**Exercise brief**
Reproduce the data word for word, keeping every line complete.

**Given records**
◇ ◇ ◇

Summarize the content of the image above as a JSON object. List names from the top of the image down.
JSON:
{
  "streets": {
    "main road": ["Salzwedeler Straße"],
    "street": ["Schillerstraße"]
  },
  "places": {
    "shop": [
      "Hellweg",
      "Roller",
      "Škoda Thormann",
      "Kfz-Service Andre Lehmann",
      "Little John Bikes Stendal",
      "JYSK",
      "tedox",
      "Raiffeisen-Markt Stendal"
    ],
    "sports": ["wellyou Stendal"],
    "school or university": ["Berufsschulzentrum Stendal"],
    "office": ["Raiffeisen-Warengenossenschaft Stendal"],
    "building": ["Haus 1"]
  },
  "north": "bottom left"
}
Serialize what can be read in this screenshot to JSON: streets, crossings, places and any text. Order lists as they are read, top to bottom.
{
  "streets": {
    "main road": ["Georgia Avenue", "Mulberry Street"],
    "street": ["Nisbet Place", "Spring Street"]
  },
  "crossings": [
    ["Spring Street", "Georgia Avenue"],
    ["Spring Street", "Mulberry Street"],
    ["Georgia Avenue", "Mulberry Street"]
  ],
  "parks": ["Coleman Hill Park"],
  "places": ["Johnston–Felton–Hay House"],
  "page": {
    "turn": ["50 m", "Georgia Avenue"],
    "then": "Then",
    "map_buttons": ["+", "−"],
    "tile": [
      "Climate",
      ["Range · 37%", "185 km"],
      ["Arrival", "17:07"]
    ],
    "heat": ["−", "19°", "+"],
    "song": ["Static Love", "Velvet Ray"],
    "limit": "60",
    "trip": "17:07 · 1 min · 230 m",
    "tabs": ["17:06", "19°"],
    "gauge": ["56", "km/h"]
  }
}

◇ ◇ ◇

**Answer for this exercise**
Summarize the content of the image above as a JSON object. List names from the top of the image down.
JSON:
{
  "streets": {
    "main road": ["Salzwedeler Straße"],
    "street": ["Schillerstraße"]
  },
  "places": {
    "shop": [
      "Hellweg",
      "Roller",
      "Škoda Thormann",
      "Kfz-Service Andre Lehmann",
      "Little John Bikes Stendal",
      "JYSK",
      "tedox",
      "Raiffeisen-Markt Stendal"
    ],
    "sports": ["wellyou Stendal"],
    "school or university": ["Berufsschulzentrum Stendal"],
    "office": ["Raiffeisen-Warengenossenschaft Stendal"],
    "building": ["Haus 1"]
  },
  "north": "bottom left"
}
Serialize what can be read in this screenshot to JSON: streets, crossings, places and any text. Order lists as they are read, top to bottom.
{
  "streets": {
    "main road": ["Georgia Avenue", "Mulberry Street"],
    "street": ["Nisbet Place", "Spring Street"]
  },
  "crossings": [
    ["Spring Street", "Georgia Avenue"],
    ["Spring Street", "Mulberry Street"],
    ["Georgia Avenue", "Mulberry Street"]
  ],
  "parks": ["Coleman Hill Park"],
  "places": ["Johnston–Felton–Hay House"],
  "page": {
    "turn": ["50 m", "Georgia Avenue"],
    "then": "Then",
    "map_buttons": ["+", "−"],
    "tile": [
      "Climate",
      ["Range · 37%", "185 km"],
      ["Arrival", "17:07"]
    ],
    "heat": ["−", "19°", "+"],
    "song": ["Static Love", "Velvet Ray"],
    "limit": "60",
    "trip": "17:07 · 1 min · 230 m",
    "tabs": ["17:06", "19°"],
    "gauge": ["56", "km/h"]
  }
}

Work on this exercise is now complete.